GIVEN DATA —
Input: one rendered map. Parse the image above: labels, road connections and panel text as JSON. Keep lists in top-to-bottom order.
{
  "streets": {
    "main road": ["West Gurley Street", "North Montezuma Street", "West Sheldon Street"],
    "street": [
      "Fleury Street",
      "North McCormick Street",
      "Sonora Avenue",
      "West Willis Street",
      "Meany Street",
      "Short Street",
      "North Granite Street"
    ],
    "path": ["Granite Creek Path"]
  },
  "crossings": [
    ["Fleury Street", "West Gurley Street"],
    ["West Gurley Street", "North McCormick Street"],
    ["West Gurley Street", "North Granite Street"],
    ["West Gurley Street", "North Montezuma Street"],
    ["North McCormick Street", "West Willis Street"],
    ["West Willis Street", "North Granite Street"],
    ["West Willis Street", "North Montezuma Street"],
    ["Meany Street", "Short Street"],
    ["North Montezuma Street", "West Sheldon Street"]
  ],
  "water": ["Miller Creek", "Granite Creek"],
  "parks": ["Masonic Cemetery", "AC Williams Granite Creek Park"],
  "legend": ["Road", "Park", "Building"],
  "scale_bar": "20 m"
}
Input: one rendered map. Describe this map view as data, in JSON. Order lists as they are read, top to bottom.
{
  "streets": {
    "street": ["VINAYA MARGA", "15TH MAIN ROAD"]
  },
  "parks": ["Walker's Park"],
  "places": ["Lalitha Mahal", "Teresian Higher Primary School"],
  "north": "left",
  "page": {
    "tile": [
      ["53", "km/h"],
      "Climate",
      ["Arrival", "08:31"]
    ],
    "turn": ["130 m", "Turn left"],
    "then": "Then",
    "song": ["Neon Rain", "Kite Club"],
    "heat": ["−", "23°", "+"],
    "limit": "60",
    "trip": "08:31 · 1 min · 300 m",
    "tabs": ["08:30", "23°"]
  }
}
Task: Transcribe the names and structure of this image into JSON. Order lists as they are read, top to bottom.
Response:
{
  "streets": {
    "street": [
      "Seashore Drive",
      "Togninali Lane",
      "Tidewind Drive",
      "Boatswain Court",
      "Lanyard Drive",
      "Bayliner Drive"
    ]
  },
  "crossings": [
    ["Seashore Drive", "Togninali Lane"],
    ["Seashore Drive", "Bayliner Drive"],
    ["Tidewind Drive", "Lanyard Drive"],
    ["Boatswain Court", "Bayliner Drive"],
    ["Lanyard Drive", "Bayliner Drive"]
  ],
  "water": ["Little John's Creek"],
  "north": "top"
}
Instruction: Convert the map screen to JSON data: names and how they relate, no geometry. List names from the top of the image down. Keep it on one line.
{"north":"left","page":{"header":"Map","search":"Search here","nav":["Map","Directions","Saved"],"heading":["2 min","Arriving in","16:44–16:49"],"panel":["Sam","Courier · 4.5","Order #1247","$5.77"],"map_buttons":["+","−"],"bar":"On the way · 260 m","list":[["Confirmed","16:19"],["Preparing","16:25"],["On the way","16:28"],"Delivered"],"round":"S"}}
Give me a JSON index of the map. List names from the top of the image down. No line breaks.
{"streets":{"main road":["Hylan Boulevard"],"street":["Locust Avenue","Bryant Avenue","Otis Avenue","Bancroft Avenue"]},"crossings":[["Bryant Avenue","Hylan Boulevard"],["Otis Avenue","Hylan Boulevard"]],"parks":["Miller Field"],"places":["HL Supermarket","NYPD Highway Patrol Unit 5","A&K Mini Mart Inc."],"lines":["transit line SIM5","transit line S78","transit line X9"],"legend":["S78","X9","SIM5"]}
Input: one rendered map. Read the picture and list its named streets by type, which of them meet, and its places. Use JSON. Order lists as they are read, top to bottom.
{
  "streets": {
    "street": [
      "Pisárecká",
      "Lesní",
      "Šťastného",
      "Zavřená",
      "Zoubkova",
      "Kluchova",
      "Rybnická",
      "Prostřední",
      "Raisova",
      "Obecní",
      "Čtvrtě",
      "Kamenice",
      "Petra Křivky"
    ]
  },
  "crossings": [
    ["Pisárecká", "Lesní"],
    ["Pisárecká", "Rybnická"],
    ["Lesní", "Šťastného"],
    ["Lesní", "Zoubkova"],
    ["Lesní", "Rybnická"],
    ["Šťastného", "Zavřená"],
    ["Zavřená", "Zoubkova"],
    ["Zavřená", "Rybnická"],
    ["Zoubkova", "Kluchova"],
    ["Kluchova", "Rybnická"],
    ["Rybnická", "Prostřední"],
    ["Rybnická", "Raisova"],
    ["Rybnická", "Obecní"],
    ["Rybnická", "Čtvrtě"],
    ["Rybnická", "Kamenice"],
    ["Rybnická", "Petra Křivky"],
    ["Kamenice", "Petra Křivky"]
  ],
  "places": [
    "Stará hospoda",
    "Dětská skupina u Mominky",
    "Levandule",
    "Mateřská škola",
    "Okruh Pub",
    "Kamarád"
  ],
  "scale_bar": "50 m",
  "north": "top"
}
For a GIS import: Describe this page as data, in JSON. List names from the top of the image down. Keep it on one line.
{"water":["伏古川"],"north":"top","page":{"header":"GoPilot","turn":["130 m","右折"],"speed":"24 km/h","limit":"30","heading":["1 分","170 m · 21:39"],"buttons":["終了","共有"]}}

EXERCISE DETAILS —
Copy all data exactly, start to finish.

WRITTEN ANSWER —
Input: one rendered map. Parse the image above: labels, road connections and panel text as JSON. Keep lists in top-to-bottom order.
{
  "streets": {
    "main road": ["West Gurley Street", "North Montezuma Street", "West Sheldon Street"],
    "street": [
      "Fleury Street",
      "North McCormick Street",
      "Sonora Avenue",
      "West Willis Street",
      "Meany Street",
      "Short Street",
      "North Granite Street"
    ],
    "path": ["Granite Creek Path"]
  },
  "crossings": [
    ["Fleury Street", "West Gurley Street"],
    ["West Gurley Street", "North McCormick Street"],
    ["West Gurley Street", "North Granite Street"],
    ["West Gurley Street", "North Montezuma Street"],
    ["North McCormick Street", "West Willis Street"],
    ["West Willis Street", "North Granite Street"],
    ["West Willis Street", "North Montezuma Street"],
    ["Meany Street", "Short Street"],
    ["North Montezuma Street", "West Sheldon Street"]
  ],
  "water": ["Miller Creek", "Granite Creek"],
  "parks": ["Masonic Cemetery", "AC Williams Granite Creek Park"],
  "legend": ["Road", "Park", "Building"],
  "scale_bar": "20 m"
}
Input: one rendered map. Describe this map view as data, in JSON. Order lists as they are read, top to bottom.
{
  "streets": {
    "street": ["VINAYA MARGA", "15TH MAIN ROAD"]
  },
  "parks": ["Walker's Park"],
  "places": ["Lalitha Mahal", "Teresian Higher Primary School"],
  "north": "left",
  "page": {
    "tile": [
      ["53", "km/h"],
      "Climate",
      ["Arrival", "08:31"]
    ],
    "turn": ["130 m", "Turn left"],
    "then": "Then",
    "song": ["Neon Rain", "Kite Club"],
    "heat": ["−", "23°", "+"],
    "limit": "60",
    "trip": "08:31 · 1 min · 300 m",
    "tabs": ["08:30", "23°"]
  }
}
Task: Transcribe the names and structure of this image into JSON. Order lists as they are read, top to bottom.
Response:
{
  "streets": {
    "street": [
      "Seashore Drive",
      "Togninali Lane",
      "Tidewind Drive",
      "Boatswain Court",
      "Lanyard Drive",
      "Bayliner Drive"
    ]
  },
  "crossings": [
    ["Seashore Drive", "Togninali Lane"],
    ["Seashore Drive", "Bayliner Drive"],
    ["Tidewind Drive", "Lanyard Drive"],
    ["Boatswain Court", "Bayliner Drive"],
    ["Lanyard Drive", "Bayliner Drive"]
  ],
  "water": ["Little John's Creek"],
  "north": "top"
}
Instruction: Convert the map screen to JSON data: names and how they relate, no geometry. List names from the top of the image down. Keep it on one line.
{"north":"left","page":{"header":"Map","search":"Search here","nav":["Map","Directions","Saved"],"heading":["2 min","Arriving in","16:44–16:49"],"panel":["Sam","Courier · 4.5","Order #1247","$5.77"],"map_buttons":["+","−"],"bar":"On the way · 260 m","list":[["Confirmed","16:19"],["Preparing","16:25"],["On the way","16:28"],"Delivered"],"round":"S"}}
Give me a JSON index of the map. List names from the top of the image down. No line breaks.
{"streets":{"main road":["Hylan Boulevard"],"street":["Locust Avenue","Bryant Avenue","Otis Avenue","Bancroft Avenue"]},"crossings":[["Bryant Avenue","Hylan Boulevard"],["Otis Avenue","Hylan Boulevard"]],"parks":["Miller Field"],"places":["HL Supermarket","NYPD Highway Patrol Unit 5","A&K Mini Mart Inc."],"lines":["transit line SIM5","transit line S78","transit line X9"],"legend":["S78","X9","SIM5"]}
Input: one rendered map. Read the picture and list its named streets by type, which of them meet, and its places. Use JSON. Order lists as they are read, top to bottom.
{
  "streets": {
    "street": [
      "Pisárecká",
      "Lesní",
      "Šťastného",
      "Zavřená",
      "Zoubkova",
      "Kluchova",
      "Rybnická",
      "Prostřední",
      "Raisova",
      "Obecní",
      "Čtvrtě",
      "Kamenice",
      "Petra Křivky"
    ]
  },
  "crossings": [
    ["Pisárecká", "Lesní"],
    ["Pisárecká", "Rybnická"],
    ["Lesní", "Šťastného"],
    ["Lesní", "Zoubkova"],
    ["Lesní", "Rybnická"],
    ["Šťastného", "Zavřená"],
    ["Zavřená", "Zoubkova"],
    ["Zavřená", "Rybnická"],
    ["Zoubkova", "Kluchova"],
    ["Kluchova", "Rybnická"],
    ["Rybnická", "Prostřední"],
    ["Rybnická", "Raisova"],
    ["Rybnická", "Obecní"],
    ["Rybnická", "Čtvrtě"],
    ["Rybnická", "Kamenice"],
    ["Rybnická", "Petra Křivky"],
    ["Kamenice", "Petra Křivky"]
  ],
  "places": [
    "Stará hospoda",
    "Dětská skupina u Mominky",
    "Levandule",
    "Mateřská škola",
    "Okruh Pub",
    "Kamarád"
  ],
  "scale_bar": "50 m",
  "north": "top"
}
For a GIS import: Describe this page as data, in JSON. List names from the top of the image down. Keep it on one line.
{"water":["伏古川"],"north":"top","page":{"header":"GoPilot","turn":["130 m","右折"],"speed":"24 km/h","limit":"30","heading":["1 分","170 m · 21:39"],"buttons":["終了","共有"]}}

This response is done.